Australia’s robust legal framework has been hailed as giving the country an edge over Singapore and Hong Kong as an international dispute resolution destination.
“Australia provides a neutral venue to resolve disputes, given its robust legal and professional services infrastructure,” a spokesperson from India’s single major investor, the Adani Group told a delegation in Mumbai and New Delhi.
The delegation included Clayton Utz head of international arbitration and major projects, also the president of the Australian Centre for International Commercial Arbitration (ACICA), Doug Jones, and Chief Justice of NSW, the Hon Tom Bathurst, and Michelle Sindler, CEO of the Australian International Disputes Centre (AIDC).

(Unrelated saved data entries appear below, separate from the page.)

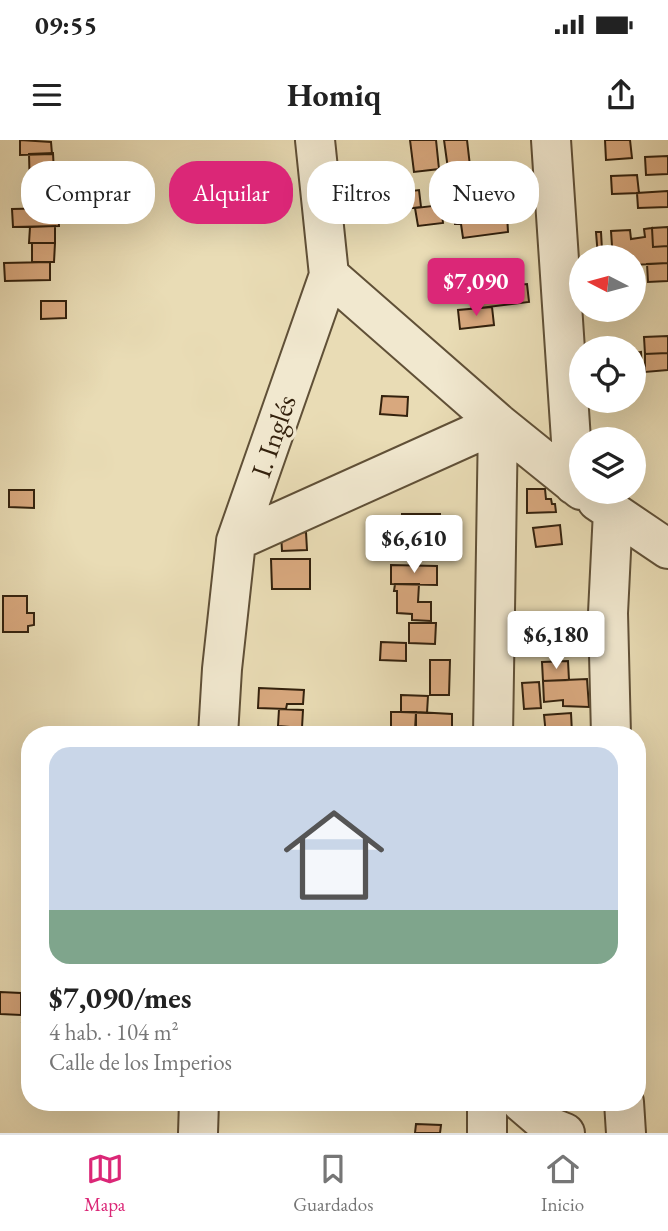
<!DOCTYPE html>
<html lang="es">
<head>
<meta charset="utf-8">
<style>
  :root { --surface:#fff; --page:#f6f6f6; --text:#222; --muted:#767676; --line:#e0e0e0; --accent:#db2777 }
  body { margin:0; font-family:"EB Garamond",serif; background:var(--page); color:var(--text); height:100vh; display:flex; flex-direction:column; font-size:26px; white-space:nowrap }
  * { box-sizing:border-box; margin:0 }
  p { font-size:23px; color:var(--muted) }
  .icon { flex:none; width:38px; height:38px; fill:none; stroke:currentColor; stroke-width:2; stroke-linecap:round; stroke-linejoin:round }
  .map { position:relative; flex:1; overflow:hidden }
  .side { position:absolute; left:21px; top:586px; width:625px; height:385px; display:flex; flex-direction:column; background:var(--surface); border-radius:28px; box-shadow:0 7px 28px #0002 }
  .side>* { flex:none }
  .top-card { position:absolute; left:21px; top:21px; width:626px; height:63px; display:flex; gap:14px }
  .needle { width:46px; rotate:276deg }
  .buttons { position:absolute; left:569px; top:105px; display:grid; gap:14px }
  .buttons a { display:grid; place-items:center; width:77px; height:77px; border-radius:50%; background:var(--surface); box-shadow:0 7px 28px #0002; font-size:35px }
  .price { position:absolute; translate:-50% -60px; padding:0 16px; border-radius:7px; background:#fff; color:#222; font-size:23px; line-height:46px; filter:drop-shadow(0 2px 4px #0008) }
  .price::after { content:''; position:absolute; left:50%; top:42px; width:21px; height:16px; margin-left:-10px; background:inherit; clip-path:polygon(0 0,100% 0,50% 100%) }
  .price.selected { background:var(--accent); color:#fff }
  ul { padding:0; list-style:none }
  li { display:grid; align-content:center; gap:14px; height:371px; padding:0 28px }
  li+li { border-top:2px solid var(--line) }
  li span { display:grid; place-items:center; height:217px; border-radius:21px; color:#555 }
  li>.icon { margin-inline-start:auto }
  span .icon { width:126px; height:126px; fill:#fffc; stroke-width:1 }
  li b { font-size:30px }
  .chip { padding:0 24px; border-radius:28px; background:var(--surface); box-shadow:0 7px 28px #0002; font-size:24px; line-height:63px }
  .chip.selected { background:var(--accent); color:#fff }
  .status { display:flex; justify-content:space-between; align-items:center; height:49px; padding:0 35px; background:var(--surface); direction:ltr }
  .status svg { height:19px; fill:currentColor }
  header { display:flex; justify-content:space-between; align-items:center; height:91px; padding:0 28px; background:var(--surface); font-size:32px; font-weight:700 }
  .tab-bar { display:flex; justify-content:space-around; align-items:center; height:98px; border-top:2px solid var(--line); background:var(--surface); font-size:19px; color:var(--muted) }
  .tab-bar a { display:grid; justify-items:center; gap:4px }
  .tab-bar .selected { color:var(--accent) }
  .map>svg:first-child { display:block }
  .building { fill:#d8a87e; stroke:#33210d; stroke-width:2 }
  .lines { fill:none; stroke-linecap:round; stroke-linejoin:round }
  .minor-casing { stroke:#605037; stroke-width:42 }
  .minor { stroke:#f1e8cf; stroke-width:38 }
  .labels { text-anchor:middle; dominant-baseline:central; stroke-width:7; stroke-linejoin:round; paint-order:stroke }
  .street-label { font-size:28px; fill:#33210d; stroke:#f1e8cf }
</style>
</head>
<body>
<div class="status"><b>09:55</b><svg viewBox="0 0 49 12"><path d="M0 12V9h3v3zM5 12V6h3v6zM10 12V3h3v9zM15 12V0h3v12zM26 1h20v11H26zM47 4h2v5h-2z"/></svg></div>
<header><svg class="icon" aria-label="menu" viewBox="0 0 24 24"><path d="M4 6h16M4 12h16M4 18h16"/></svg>Homiq<svg class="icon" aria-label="share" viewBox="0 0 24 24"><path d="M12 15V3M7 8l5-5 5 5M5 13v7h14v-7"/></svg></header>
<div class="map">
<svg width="668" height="993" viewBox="0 0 668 993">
  <rect width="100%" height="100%" fill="#e9dcb5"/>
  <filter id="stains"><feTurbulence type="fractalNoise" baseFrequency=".00286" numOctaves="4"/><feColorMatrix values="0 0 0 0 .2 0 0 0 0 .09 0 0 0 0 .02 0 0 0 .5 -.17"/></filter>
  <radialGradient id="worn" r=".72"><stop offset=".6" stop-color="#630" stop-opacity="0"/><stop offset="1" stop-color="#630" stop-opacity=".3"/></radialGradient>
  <!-- building -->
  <path class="building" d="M20,0L51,2L52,14L20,15Z
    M410,0H436L439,29L414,32Z
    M444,0H467L470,26L448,29Z
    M605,0H630L632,18L606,20Z
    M53,13L54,33L42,34L43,44H39V51L30,52L29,14Z
    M668,16V34L646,35L645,17Z
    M490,24L491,34L487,35L489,54H485V61L449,65L446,29Z
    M62,33V48L39,51V44H43L42,34Z
    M277,34L279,53L246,55L245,37Z
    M637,35L639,53L612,54L611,36Z
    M537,37L538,53L512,55L510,40Z
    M419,50L421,67L398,70L396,53Z
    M668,51V67L638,68L637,53Z
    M522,60L523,74L509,75L508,61Z
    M485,61V63L499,62L500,75L507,74L508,92L463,98L461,84H455L454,65Z
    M441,65L443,83L418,86L415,68Z
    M58,68L59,86L13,87L12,69Z
    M55,86V103H29L30,87Z
    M668,87V106L653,107L652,88Z
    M652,88L653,107L668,106V123L634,125V117H598L596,92H601L602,110L614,109L612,106L611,91L630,90L631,99L645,97L644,89Z
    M32,103H55L54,122H32Z
    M50,122V140L5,141L4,123Z
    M668,123V141L648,142L647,124Z
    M515,130L517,145L527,144L529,162L472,169L467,136Z
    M41,161H66V178L41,179Z
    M492,167L494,185L460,189L458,170Z
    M668,196V213L645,214L644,197Z
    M641,212L642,232L634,233V213Z
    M668,213V230L645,232V214Z
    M382,256L408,257L407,276L380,274Z
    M527,349H545L546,359H551L552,364H555L556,372L527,373Z
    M9,350H34V368L9,367Z
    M402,374H440V393H402Z
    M560,385L562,404L536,407L533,388Z
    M306,392L307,410L282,411L281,393Z
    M271,419H310V449H272Z
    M391,425L437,426V445L391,444Z
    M395,444H419L418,462H431V481L412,480V474L397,473V451H394Z
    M3,456H27V473H34V485L28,486V492H3Z
    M517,478L542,479L541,512L524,511L525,490H518Z
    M409,483H436L435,504L409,503Z
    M574,493V511L550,514L549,494Z
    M381,502L406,503V521L380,520Z
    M430,520H450L449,555H430Z
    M568,521L569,540L543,541L542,522Z
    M587,539L589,567L563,566V560L544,562L543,541Z
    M539,542L541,568L524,569L522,543Z
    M259,548L304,550L303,564H287L286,569L258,568Z
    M401,555L428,556L427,573L401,572Z
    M279,569L303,570L302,588L278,586Z
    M391,572H416L415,590H391Z
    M416,572L452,574V593L416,592Z
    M571,573L572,593L546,595L544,575Z
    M0,852L21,853V875L0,874Z
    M26,856H30V883L22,882L23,875H26Z
    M416,984L441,985L440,993H415Z"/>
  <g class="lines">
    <defs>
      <path id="minor" d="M551,0L574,345
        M329,135L498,283L581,350
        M597,361L668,409
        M236,401L498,283
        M218,595L222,529L236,401L329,135L315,0
        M493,595L498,283
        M611,595L608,473L613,371
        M521,962L550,987L565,993
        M624,962L626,993
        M198,993L199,962
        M487,993V962"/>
    </defs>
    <!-- minor casing -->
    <use href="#minor" class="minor-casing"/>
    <!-- minor -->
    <use href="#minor" class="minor"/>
  </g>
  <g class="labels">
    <!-- street labels -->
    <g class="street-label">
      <text transform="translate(273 296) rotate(-71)">I. Inglés</text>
    </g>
  </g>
  <rect width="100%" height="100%" filter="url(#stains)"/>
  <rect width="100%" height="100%" fill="url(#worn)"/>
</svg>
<div class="buttons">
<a><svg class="needle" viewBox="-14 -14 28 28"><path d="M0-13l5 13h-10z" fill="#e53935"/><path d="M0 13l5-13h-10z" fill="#767676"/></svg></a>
<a><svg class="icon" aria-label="locate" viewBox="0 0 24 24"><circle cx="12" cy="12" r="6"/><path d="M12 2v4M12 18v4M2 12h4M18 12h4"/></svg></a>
<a><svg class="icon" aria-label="layers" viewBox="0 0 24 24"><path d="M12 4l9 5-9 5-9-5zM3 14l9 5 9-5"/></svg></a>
</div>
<b class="price selected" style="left:476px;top:178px">$7,090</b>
<b class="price" style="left:414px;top:435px">$6,610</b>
<b class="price" style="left:556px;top:531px">$6,180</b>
<div class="top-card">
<a class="chip">Comprar</a>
<a class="chip selected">Alquilar</a>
<a class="chip">Filtros</a>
<a class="chip">Nuevo</a>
</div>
<section class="side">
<ul>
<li><span style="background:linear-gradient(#c9d6e8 75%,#7fa58c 0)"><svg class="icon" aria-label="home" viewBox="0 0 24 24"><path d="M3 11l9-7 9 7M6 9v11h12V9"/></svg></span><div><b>$7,090/mes</b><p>4 hab. · 104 m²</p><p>Calle de los Imperios</p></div></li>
</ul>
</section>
</div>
<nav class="tab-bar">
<a class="selected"><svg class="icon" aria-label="map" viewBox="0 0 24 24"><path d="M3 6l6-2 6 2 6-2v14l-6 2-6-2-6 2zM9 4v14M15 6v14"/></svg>Mapa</a>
<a><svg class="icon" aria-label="saved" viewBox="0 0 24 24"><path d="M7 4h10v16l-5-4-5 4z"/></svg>Guardados</a>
<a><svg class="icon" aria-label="home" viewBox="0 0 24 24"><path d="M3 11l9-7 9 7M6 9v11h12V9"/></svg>Inicio</a>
</nav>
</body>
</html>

Jones said the delegation was able to provide a compelling case to attract parties to consider Australia over its major competitors, Singapore and Hong Kong, because of our modest comparative costs and sophisticated legal framework.
“Australia is one of the few countries who have adopted the latest amendments to the United Nations Commission on International Trade Law, accepted as the world standard for arbitrating international commercial disputes,” he said.
Adani’s spokesperson said Indian parties transacting business with companies based in North Asia, China, North and South America, SE Asia and the Middle East need to agree on a neutral venue for the resolution of their disputes. Australia, he said, provides that neutral venue.
India’s single major investor in Australia, the Adani group plans to expand on its multi-billion dollar investment in the next three years to develop a coal mine and related infrastructure and is also interested in buying a majority stake in a gas company in India as it gears up to expand operations around the globe.
The events, sponsored by the Australian Government and Legal 500 Indian Law Firm, Economics Law Practice, attracted leading corporate executives and legal directors of companies involved in international joint investment and trade from various sectors including commodities, infrastructure and shipping.